* Activity
Whenever the string "currentColor" turns up in a line of the data below, copy that line.

[Stored data]
= Beginning of Section =
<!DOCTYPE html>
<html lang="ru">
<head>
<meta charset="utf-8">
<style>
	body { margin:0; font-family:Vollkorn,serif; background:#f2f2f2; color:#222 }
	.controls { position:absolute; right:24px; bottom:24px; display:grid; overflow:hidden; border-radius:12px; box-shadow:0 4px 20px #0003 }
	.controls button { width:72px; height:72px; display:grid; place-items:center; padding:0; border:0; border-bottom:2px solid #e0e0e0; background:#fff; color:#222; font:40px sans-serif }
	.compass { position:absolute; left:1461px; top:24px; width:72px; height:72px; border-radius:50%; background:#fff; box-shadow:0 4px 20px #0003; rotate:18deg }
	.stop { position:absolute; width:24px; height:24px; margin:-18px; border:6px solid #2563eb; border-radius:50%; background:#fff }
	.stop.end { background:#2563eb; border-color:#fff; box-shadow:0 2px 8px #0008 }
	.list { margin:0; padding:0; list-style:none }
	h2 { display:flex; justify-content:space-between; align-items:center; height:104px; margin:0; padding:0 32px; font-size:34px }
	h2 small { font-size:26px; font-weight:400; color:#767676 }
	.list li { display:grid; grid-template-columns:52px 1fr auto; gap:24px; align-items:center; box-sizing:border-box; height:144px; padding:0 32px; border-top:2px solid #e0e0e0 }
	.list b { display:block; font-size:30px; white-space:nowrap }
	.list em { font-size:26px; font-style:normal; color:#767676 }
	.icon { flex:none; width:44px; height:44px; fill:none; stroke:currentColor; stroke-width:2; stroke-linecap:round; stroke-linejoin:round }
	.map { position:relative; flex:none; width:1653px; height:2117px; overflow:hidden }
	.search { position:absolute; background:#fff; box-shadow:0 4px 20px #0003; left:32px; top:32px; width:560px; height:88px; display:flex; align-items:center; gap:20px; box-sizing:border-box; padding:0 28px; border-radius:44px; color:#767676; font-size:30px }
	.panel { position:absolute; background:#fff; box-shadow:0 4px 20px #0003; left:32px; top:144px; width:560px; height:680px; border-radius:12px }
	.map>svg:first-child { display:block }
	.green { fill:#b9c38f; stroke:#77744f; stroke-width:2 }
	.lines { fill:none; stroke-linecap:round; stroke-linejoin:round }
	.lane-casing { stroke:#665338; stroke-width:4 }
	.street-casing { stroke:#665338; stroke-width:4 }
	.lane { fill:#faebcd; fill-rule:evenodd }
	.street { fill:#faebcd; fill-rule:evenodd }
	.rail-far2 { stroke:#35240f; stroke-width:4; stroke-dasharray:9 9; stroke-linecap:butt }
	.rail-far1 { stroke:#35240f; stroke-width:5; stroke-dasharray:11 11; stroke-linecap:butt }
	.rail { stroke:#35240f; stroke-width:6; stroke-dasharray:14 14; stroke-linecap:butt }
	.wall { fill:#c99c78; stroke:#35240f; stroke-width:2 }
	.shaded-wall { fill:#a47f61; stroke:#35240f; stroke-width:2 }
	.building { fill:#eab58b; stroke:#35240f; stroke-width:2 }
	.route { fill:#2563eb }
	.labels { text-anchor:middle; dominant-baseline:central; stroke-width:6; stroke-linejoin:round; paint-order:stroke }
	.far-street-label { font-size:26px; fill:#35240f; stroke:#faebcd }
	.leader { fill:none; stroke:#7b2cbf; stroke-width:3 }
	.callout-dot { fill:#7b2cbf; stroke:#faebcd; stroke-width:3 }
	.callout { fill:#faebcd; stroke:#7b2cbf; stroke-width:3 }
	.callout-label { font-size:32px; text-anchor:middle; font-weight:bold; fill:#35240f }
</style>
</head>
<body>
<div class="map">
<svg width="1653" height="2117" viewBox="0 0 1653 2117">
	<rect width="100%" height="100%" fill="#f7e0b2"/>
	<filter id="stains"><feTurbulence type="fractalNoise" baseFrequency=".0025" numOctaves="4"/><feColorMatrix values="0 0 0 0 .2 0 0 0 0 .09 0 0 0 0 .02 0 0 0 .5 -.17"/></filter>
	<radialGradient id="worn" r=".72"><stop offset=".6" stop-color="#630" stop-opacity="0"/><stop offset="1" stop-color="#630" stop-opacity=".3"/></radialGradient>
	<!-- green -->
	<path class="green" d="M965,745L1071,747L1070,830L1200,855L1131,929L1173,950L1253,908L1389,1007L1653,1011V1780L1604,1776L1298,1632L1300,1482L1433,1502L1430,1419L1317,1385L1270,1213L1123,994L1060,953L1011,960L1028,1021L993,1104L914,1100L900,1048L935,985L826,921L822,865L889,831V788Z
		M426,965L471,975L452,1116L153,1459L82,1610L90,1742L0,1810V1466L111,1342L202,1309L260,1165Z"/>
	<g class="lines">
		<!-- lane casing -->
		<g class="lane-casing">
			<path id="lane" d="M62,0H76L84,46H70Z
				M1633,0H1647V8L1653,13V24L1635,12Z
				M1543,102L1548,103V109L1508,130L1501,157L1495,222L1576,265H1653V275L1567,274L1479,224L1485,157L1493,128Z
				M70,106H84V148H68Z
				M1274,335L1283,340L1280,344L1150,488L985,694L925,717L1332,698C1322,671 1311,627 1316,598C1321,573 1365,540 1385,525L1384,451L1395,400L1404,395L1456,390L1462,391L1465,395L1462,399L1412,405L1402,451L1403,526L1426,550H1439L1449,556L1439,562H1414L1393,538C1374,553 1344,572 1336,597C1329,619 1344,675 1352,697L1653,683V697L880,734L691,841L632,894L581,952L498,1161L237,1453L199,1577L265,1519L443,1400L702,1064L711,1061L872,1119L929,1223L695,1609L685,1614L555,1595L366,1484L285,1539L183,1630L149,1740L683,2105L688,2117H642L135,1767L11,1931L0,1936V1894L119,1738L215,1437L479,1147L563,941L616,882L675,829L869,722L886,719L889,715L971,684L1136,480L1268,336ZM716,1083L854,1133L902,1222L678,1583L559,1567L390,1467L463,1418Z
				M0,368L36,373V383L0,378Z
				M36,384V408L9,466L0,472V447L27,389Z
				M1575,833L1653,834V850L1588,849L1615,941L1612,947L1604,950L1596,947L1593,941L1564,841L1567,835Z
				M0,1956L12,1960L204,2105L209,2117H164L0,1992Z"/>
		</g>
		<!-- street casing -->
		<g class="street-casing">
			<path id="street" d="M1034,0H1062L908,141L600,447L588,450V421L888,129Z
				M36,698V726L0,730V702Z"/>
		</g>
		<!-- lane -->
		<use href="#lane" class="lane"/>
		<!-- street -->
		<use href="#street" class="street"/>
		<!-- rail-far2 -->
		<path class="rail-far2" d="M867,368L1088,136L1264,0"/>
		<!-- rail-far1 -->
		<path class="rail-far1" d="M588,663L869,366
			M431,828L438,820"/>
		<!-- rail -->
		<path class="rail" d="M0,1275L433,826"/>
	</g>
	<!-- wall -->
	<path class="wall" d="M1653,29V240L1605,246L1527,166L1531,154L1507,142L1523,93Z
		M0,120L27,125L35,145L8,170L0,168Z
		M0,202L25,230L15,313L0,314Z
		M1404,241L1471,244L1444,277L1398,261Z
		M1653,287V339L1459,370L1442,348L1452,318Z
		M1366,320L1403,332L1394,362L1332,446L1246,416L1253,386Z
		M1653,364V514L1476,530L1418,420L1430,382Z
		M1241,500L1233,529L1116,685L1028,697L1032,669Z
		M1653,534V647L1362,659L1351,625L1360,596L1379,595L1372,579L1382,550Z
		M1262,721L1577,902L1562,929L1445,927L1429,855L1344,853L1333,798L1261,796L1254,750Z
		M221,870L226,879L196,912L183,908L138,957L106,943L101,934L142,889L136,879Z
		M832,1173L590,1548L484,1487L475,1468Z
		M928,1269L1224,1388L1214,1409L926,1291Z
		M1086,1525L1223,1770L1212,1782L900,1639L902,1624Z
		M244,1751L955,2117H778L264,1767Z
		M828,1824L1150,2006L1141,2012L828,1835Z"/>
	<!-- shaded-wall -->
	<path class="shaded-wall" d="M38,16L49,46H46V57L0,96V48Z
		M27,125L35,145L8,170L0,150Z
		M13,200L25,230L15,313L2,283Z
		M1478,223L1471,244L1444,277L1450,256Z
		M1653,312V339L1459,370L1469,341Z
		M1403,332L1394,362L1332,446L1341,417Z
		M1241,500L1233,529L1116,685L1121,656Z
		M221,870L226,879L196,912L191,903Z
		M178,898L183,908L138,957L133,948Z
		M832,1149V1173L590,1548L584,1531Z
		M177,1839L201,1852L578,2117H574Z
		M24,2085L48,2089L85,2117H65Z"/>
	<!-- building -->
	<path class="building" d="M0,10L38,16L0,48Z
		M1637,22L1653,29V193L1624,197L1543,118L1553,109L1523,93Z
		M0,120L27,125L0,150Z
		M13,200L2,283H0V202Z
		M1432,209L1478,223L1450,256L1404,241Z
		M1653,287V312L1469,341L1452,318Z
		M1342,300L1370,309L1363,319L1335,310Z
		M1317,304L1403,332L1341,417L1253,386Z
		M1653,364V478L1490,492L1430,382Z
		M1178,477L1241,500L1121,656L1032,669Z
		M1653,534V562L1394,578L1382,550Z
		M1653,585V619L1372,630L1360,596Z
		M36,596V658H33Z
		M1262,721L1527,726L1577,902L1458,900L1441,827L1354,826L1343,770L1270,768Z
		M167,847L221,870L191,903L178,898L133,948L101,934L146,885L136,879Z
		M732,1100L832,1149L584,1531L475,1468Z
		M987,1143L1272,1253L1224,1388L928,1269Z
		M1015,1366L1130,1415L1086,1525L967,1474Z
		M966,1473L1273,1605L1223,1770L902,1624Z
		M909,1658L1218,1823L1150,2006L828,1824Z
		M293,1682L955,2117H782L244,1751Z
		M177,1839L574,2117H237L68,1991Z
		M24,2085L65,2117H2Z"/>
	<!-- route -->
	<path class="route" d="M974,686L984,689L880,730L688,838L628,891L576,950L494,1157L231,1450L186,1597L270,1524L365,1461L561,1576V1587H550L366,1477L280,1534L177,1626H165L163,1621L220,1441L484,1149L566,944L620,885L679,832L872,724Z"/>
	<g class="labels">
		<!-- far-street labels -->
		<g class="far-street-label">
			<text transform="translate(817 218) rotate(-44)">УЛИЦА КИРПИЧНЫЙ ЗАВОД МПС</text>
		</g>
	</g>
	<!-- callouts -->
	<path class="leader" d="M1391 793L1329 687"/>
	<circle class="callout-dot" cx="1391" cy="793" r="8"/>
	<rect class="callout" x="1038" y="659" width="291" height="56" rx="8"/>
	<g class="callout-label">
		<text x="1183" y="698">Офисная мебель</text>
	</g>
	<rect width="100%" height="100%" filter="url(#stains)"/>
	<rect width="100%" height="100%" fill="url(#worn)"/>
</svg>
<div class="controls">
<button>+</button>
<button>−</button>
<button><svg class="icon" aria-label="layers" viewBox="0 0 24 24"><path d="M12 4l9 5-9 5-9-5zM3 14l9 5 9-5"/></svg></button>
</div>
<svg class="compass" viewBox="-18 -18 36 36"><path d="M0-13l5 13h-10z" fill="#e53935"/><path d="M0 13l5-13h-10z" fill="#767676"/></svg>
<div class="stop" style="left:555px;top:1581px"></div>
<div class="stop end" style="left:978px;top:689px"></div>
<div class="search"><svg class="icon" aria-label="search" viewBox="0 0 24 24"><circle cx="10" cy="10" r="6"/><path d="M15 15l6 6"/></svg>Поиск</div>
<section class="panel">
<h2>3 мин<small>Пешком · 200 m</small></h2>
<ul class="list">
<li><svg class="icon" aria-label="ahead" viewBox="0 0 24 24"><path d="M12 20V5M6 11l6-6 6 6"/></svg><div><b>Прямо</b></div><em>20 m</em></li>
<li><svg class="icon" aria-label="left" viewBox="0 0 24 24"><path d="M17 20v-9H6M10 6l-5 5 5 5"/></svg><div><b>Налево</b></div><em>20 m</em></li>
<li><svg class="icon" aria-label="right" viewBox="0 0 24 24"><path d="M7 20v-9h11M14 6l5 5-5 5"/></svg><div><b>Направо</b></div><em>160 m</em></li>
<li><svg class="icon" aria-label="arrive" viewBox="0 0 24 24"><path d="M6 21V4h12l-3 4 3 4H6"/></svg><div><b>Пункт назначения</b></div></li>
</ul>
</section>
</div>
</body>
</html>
= End of Section =
= Beginning of Section =
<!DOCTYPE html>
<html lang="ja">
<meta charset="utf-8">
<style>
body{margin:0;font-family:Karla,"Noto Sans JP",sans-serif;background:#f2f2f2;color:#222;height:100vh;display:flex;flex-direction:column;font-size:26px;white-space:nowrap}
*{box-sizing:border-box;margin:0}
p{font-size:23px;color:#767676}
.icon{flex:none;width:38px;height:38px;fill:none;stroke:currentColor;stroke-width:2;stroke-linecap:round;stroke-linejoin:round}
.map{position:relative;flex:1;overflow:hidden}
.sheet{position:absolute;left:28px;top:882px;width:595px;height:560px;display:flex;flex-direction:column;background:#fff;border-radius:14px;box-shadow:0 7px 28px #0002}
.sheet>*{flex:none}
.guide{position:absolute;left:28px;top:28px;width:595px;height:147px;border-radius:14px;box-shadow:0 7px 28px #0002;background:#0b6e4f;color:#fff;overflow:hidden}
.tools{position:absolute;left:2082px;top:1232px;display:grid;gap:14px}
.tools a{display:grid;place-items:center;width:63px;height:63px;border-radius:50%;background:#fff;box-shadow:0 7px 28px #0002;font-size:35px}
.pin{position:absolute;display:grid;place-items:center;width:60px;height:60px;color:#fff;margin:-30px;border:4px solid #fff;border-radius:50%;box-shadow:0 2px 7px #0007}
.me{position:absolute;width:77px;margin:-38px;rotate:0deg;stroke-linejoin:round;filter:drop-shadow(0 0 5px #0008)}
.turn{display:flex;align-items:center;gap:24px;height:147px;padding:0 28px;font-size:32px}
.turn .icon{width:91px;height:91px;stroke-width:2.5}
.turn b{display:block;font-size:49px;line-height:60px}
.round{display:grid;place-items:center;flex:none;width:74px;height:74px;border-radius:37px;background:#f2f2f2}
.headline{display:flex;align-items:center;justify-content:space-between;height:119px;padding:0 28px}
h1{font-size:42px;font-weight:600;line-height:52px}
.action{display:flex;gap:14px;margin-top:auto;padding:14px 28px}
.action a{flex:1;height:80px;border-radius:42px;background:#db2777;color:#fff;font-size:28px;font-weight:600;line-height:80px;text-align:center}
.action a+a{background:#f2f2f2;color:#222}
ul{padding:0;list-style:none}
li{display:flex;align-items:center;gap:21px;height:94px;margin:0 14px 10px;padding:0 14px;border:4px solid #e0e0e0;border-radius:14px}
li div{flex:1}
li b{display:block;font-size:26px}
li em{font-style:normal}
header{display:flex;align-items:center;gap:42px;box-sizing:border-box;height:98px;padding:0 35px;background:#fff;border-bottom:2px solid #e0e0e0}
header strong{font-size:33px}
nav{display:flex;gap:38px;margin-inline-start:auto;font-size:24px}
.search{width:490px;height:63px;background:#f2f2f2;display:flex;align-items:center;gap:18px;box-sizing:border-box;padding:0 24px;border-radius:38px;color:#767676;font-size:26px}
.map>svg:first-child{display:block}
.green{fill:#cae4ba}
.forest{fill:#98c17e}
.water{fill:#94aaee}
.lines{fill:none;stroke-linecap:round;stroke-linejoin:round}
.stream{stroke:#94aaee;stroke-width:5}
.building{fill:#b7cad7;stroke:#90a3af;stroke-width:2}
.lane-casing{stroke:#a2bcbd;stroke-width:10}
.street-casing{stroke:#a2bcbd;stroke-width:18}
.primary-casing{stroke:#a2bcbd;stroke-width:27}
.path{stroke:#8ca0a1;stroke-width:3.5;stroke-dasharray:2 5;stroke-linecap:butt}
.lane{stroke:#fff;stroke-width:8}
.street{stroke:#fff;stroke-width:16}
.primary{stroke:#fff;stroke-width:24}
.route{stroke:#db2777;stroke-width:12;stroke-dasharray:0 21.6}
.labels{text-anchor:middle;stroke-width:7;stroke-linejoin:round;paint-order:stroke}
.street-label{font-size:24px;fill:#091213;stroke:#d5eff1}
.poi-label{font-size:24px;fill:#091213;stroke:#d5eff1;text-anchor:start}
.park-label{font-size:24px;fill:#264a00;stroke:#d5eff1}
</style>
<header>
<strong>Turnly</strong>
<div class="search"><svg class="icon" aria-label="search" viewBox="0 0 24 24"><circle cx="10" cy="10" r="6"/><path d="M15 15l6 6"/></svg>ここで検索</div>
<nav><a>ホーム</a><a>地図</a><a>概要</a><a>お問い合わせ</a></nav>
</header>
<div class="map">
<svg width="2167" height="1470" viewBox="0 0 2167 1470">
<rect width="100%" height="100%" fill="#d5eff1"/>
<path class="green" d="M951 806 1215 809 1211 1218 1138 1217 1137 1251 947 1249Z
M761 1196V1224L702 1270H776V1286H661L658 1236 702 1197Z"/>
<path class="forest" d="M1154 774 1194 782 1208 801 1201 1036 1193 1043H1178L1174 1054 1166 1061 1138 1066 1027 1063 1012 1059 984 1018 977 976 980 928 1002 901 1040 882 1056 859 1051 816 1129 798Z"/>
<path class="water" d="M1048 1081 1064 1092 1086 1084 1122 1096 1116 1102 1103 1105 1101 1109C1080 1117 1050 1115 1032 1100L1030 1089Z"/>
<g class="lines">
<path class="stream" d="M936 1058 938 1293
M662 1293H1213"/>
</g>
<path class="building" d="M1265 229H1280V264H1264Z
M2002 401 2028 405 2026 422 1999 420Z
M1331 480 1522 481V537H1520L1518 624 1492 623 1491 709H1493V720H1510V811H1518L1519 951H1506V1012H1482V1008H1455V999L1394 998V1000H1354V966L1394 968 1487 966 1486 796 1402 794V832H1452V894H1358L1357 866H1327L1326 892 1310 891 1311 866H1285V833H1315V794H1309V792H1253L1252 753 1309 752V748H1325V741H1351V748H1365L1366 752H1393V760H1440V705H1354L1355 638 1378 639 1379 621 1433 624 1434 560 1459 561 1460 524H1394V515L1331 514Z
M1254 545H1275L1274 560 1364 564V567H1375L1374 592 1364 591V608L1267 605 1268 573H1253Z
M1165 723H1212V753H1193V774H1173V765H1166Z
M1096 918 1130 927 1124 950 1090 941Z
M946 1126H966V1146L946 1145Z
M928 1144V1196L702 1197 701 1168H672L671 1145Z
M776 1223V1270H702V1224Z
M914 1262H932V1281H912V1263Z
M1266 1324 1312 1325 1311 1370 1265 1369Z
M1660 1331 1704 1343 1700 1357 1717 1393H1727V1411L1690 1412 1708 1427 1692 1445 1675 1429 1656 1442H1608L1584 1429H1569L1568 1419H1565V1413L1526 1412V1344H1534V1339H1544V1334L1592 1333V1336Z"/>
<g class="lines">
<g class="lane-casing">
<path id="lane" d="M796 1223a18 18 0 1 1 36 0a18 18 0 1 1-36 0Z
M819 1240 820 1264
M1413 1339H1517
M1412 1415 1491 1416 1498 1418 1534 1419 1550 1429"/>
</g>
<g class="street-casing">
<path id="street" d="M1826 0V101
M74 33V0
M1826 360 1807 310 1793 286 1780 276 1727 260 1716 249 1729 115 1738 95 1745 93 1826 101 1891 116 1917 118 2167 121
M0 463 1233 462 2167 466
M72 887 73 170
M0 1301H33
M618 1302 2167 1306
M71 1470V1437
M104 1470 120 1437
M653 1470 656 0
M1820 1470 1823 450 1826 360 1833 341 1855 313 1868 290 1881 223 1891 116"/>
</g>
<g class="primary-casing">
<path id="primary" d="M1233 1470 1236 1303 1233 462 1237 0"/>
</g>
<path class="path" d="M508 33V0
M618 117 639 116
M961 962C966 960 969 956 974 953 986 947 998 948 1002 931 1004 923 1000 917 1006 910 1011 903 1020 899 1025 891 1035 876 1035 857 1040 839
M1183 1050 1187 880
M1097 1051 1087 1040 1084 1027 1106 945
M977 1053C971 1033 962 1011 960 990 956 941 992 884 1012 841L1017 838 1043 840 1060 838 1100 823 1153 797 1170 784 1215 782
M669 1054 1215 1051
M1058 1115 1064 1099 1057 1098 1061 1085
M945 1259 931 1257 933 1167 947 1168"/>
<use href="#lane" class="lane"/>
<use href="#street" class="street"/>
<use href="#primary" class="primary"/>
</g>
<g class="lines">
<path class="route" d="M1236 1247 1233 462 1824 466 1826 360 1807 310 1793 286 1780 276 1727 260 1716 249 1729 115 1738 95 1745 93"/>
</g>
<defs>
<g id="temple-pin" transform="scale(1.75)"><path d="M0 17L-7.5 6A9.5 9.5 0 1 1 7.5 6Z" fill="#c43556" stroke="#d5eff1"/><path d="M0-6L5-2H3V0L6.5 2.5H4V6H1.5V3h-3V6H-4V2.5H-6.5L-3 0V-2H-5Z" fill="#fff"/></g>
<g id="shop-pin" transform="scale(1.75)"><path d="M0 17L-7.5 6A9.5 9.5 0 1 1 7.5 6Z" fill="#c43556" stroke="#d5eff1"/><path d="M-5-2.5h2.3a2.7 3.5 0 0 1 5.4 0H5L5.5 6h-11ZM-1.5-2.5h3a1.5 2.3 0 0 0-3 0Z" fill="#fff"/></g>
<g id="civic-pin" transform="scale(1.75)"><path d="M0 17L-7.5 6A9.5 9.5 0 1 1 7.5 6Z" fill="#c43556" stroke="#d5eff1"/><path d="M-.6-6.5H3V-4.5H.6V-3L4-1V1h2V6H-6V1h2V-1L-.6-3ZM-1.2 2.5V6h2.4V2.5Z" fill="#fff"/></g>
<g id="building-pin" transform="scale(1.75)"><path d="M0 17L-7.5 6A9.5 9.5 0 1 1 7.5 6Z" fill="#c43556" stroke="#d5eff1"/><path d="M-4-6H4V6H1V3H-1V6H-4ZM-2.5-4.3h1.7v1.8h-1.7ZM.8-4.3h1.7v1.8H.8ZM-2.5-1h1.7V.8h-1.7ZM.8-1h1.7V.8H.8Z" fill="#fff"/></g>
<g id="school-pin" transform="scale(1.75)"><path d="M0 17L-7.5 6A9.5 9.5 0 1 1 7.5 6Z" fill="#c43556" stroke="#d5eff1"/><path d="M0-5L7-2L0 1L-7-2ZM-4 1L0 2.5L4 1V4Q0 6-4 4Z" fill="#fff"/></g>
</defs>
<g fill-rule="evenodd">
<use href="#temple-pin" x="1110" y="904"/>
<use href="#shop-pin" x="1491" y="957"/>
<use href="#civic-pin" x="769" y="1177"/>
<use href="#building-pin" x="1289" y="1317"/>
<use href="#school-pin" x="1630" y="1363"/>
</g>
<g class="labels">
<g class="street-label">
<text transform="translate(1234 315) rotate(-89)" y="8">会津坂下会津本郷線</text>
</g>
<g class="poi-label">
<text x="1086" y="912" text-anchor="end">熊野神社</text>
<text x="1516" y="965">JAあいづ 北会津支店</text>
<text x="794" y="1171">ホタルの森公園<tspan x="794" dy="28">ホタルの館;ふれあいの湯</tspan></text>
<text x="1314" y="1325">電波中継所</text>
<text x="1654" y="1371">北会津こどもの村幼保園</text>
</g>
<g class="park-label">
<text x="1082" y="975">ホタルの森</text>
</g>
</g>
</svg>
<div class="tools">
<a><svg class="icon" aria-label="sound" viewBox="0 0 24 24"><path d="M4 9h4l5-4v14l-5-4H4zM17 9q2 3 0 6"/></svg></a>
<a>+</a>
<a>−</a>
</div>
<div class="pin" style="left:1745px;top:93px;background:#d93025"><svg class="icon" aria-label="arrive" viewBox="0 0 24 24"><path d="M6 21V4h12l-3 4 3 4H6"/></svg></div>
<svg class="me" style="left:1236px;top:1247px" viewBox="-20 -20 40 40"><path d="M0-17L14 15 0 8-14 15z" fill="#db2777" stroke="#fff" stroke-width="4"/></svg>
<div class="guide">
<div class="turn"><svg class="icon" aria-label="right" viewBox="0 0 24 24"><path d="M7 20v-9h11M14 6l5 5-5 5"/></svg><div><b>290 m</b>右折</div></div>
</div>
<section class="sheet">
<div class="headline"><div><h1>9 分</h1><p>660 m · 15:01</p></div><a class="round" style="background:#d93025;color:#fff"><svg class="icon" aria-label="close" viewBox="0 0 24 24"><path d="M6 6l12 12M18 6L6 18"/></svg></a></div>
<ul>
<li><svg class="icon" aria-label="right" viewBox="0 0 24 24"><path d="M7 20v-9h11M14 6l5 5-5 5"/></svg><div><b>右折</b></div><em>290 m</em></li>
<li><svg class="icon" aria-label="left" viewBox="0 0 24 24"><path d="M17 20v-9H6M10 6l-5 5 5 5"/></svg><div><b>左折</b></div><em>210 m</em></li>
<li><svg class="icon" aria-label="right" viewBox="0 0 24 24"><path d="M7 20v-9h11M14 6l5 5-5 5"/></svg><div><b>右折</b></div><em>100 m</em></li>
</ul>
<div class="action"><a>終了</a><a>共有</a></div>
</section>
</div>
= End of Section =
* Written answer
	.icon { flex:none; width:44px; height:44px; fill:none; stroke:currentColor; stroke-width:2; stroke-linecap:round; stroke-linejoin:round }
.icon{flex:none;width:38px;height:38px;fill:none;stroke:currentColor;stroke-width:2;stroke-linecap:round;stroke-linejoin:round}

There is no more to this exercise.